In these days, as we watch Greek struggle and the references to Greek tragedies flow free, the story of Antigone serves as a perfect metaphor for the struggles of Athens and of Europe. The reason the story fits is perhaps the most amazing quality of Greek mythology, perfectly defined in the words of Sallustius: “These things never were, but always are.”
There is no story, no human emotion or struggle or predicament that cannot be read along the lines of an ancient Greek tragedy, and ancient Greek literature at large. There is no western art, concept or ideal, that doesn’t have its roots in the astonishing civilization of ancient Greece, starting almost 3,000 years ago. We owe our words to the Greek. We owe them the very way we think: The rationality that demands we see things to know them true comes straight from the Greeks, who said οἶδα, “I have seen,” to mean “I know.”

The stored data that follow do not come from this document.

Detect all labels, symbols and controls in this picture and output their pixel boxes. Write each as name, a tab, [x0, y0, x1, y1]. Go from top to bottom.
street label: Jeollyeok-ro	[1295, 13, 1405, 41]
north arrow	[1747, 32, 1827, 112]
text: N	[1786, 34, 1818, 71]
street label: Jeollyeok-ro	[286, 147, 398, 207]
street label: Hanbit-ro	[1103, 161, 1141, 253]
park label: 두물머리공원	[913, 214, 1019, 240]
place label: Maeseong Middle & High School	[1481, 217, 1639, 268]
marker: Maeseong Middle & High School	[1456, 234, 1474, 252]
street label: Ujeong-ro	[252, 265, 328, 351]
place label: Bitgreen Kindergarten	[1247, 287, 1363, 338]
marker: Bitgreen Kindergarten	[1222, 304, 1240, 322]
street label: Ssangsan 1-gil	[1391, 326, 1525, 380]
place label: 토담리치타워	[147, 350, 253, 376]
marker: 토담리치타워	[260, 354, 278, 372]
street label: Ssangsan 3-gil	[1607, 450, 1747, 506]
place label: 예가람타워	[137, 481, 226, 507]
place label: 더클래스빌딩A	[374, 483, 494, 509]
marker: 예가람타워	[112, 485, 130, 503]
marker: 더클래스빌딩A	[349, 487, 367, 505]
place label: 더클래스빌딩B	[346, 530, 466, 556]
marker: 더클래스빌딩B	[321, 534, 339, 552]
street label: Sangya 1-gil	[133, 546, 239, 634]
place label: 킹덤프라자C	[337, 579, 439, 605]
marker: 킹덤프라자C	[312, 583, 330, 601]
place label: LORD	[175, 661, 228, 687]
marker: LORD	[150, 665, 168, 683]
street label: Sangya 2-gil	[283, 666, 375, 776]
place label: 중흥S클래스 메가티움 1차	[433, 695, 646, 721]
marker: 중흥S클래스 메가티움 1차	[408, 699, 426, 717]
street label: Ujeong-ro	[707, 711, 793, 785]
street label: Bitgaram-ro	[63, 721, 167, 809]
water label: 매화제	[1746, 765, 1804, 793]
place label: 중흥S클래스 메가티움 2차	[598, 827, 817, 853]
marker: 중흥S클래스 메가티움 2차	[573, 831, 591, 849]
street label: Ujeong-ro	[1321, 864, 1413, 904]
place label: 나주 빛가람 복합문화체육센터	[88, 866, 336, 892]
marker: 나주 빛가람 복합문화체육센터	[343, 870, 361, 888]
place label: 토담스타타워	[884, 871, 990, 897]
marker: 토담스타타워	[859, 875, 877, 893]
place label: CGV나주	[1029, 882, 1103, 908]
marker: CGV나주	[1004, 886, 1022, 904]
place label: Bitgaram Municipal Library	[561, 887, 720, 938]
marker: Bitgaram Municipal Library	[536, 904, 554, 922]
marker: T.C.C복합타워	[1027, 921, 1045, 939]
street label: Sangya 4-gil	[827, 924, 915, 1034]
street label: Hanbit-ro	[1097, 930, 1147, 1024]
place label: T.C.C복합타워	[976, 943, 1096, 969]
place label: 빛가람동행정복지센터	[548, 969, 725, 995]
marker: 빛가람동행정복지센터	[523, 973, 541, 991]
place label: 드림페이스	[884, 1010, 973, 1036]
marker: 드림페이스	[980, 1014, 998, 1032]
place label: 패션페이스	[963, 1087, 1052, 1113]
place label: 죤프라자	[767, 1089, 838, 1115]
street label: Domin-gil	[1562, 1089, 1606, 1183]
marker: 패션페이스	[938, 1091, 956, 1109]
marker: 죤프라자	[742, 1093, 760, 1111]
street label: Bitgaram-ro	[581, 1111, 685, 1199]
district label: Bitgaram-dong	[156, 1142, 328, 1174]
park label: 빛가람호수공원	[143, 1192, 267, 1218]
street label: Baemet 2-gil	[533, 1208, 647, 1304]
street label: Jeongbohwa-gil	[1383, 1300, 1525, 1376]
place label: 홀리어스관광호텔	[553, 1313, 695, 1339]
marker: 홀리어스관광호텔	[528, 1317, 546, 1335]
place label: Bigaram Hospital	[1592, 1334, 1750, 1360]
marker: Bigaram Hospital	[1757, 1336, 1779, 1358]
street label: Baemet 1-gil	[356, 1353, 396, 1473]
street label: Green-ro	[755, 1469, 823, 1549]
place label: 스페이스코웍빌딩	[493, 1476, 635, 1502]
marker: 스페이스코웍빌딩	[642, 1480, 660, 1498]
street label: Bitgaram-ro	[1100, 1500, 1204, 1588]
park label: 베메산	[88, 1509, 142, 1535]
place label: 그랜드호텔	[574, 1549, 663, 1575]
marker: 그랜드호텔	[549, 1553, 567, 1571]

How much is this worth? Everything we are. And yet, the Eurocrats appear to believe, not enough.
Details vary but the essence is the same: Much like with Antigone and Creon, it is two visions of Thebes—I mean, Europe—that are at stake. If Greece is forced to leave the euro zone—after trying very hard to stay, and comply with unreasonable and pointless requests—the moral is clear: This union cares for nothing but money, and the sole value it recognizes is economic.
This is a market, not a community.
It’s the same Europe that is showing no mercy in the face of the migrants seeking refuge, that’s closing the borders—closing the borders, as if Schengen never happened—in the face of the few thousands of desperate souls they are, people who risked everything, including their lives, to escape their misery and are rejected, in a disgusting display of inhumane, blind privilege.
It’s not Europe’s economy that’s in deep trouble. It’s Europe’s very culture.
It is not Greece that’s failing, in front of our eyes, with the humiliating images of people in line in front of ATMs emptied of cash.
It is Europe we’re letting sink.
And it’s going to. Because, first Greece, so who’s next? Can we do without Portugal, Spain, Italy? Do we need Ireland? And the Eastern European countries? The circle will get tighter and tighter. What precedent are we setting, when we decide what Greece has to offer is not enough? That history, and beauty, and wisdom aren’t worth saving and carry with us—just banks, always banks, and only banks, are?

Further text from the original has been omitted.